James Cox Chambers (born 1956/57) is an American billionaire heir, renewable energy businessman, biodynamic farmer, and filmmaker. As of May 2022, his net worth was estimated at US$4.7 billion

Early life
Chambers is the son of Anne Cox Chambers the former US Ambassador to Belgium, and the grandson of newspaper publisher, three-time Governor of Ohio, and 1920 Democratic nominee for President James M. Cox. He has two half-sisters from his mother's first marriage, Katharine Ann Johnson and Margaretta Johnson. He graduated from Bard College in 1982.

Career
Chambers is a renewable energy businessman, biodynamic farmer, and filmmaker.
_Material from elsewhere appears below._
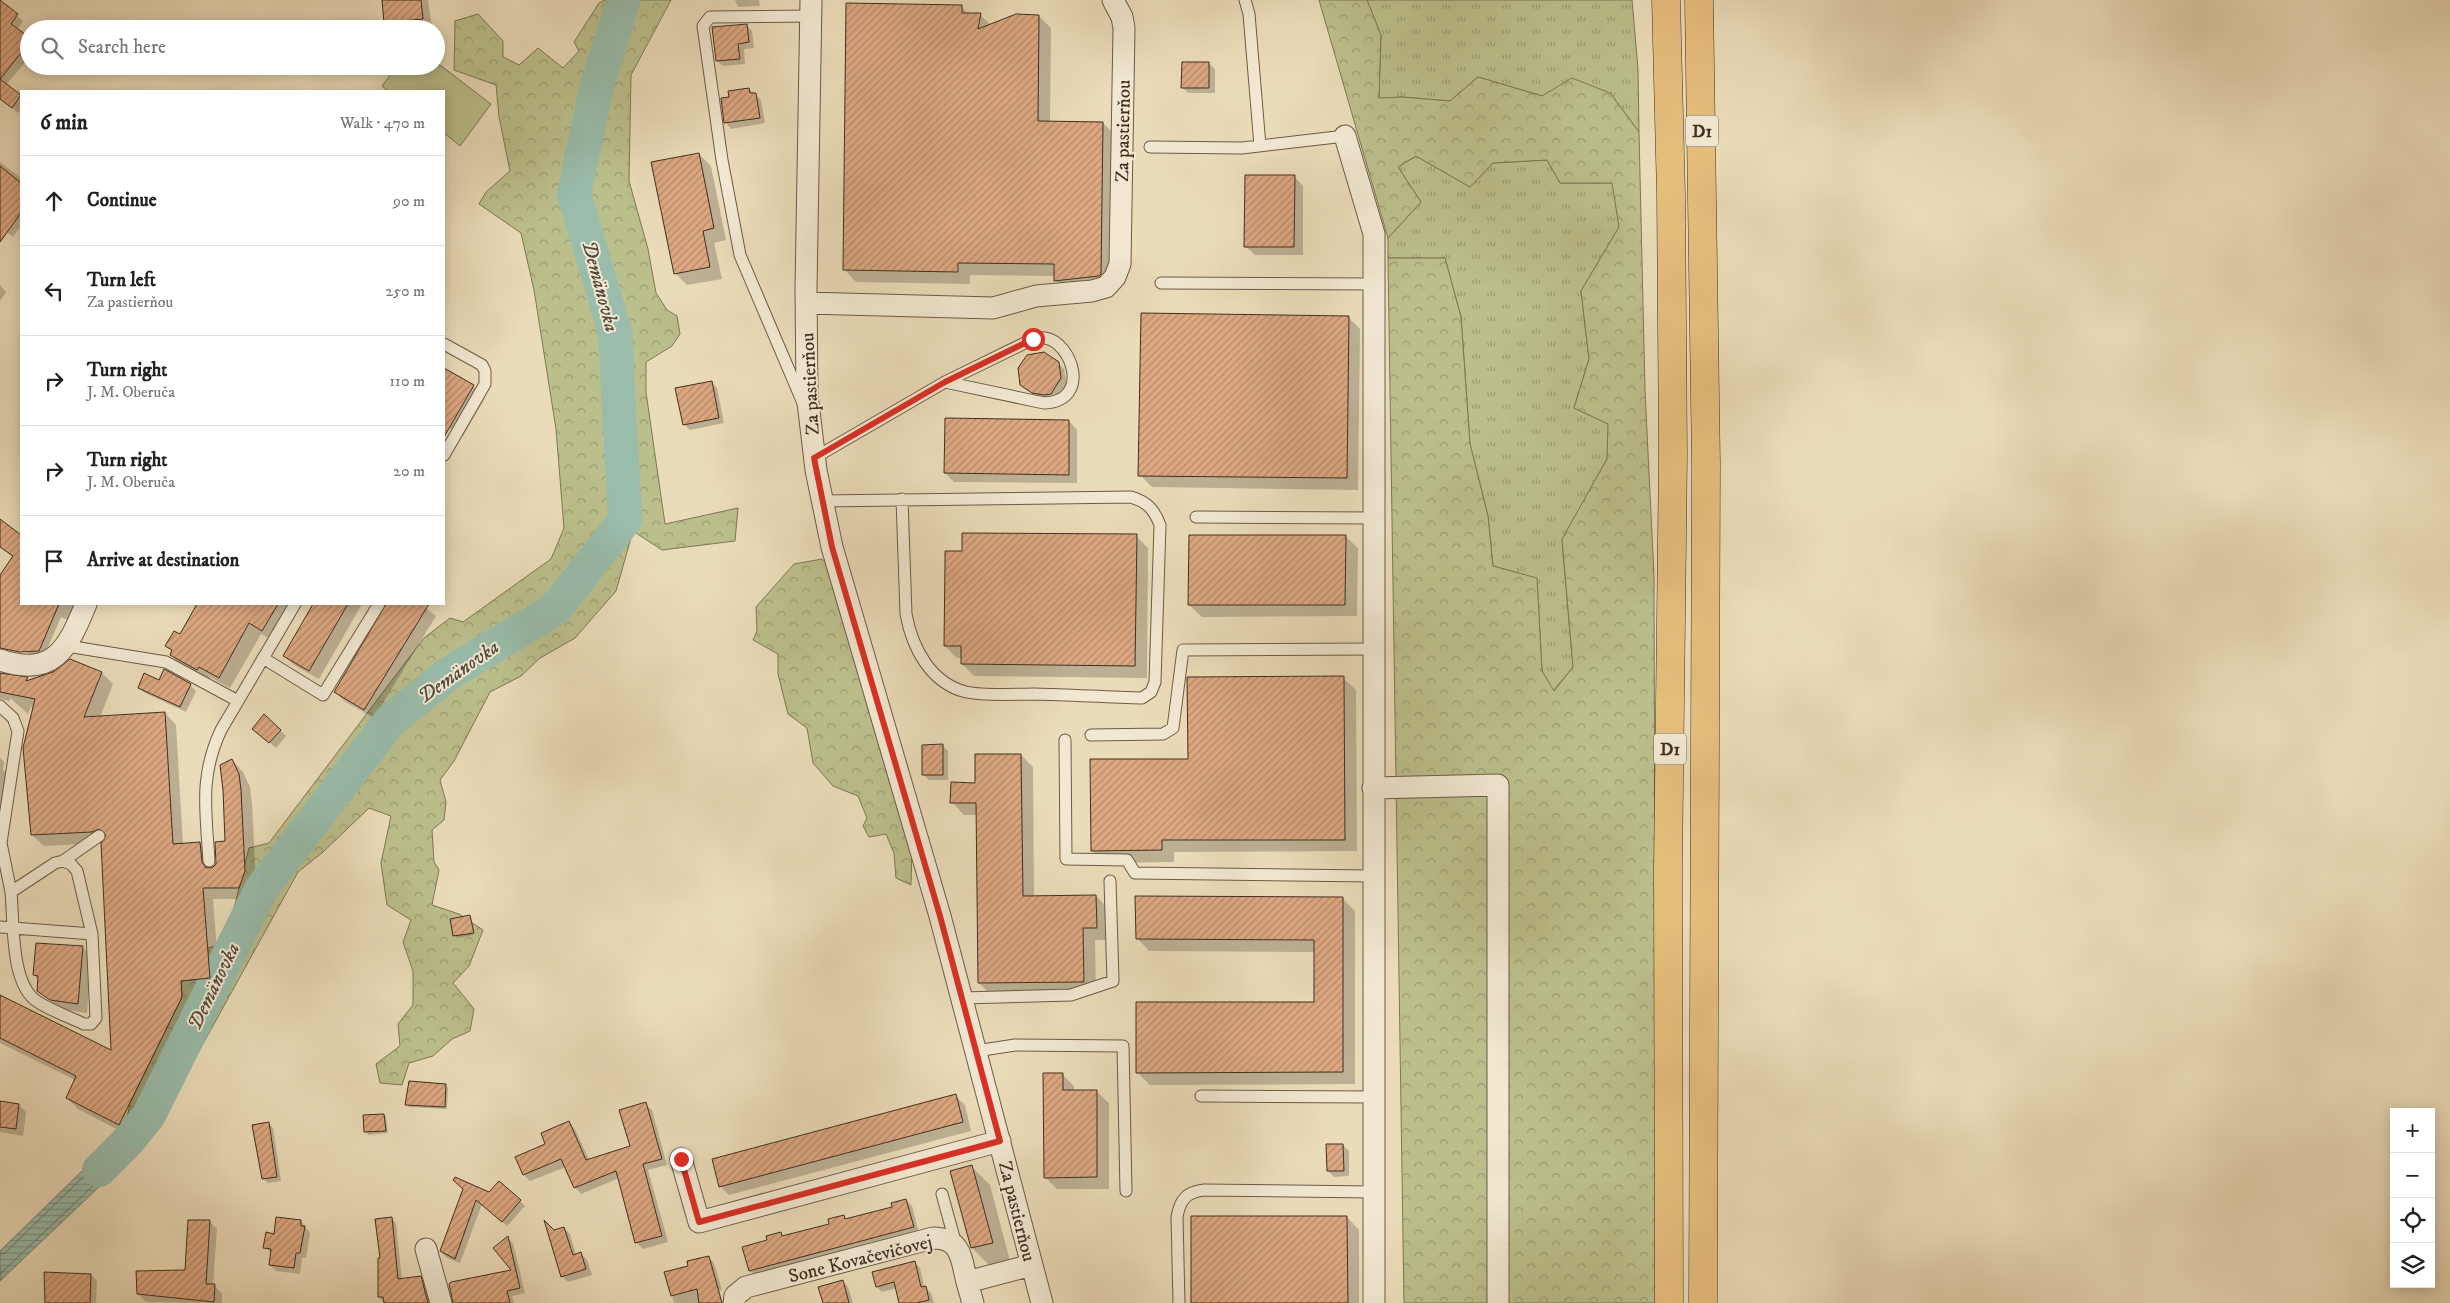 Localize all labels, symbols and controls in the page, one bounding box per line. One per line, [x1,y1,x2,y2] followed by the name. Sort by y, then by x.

Chambers is a co-owner of the Atlanta Hawks, publisher of the Atlanta Constitution, and Atlanta Journal newspapers. Chambers also resides on the Board of Trustees of Bard College as Chair and is on the board of directors for the Communities in Schools. Chambers appeared in the 1984 film Alphabet City.

Wealth
In 2015, his mother Anne Cox Chambers distributed her 49% share in Cox Enterprises equally between her three children. As of June 2018, his net worth is $6.3 billion.

Personal life
In 1982, Chambers married fellow Bard College alumna and actress Lauren Hamilton, who is the daughter of NASA scientist, mathematician and computer pioneer Margaret Hamilton and James Cox Hamilton, both of Cambridge, Massachusetts. They have a son, James Cox "Jim" Chambers Jr.

Chambers later married Nabila Khashoggi, daughter of billionaire Adnan Khashoggi. They have a son and live in Palisades, New York, US.

References

External links 
 

1950s births
American billionaires
Bard College alumni
Cox family
Living people
Place of birth missing (living people)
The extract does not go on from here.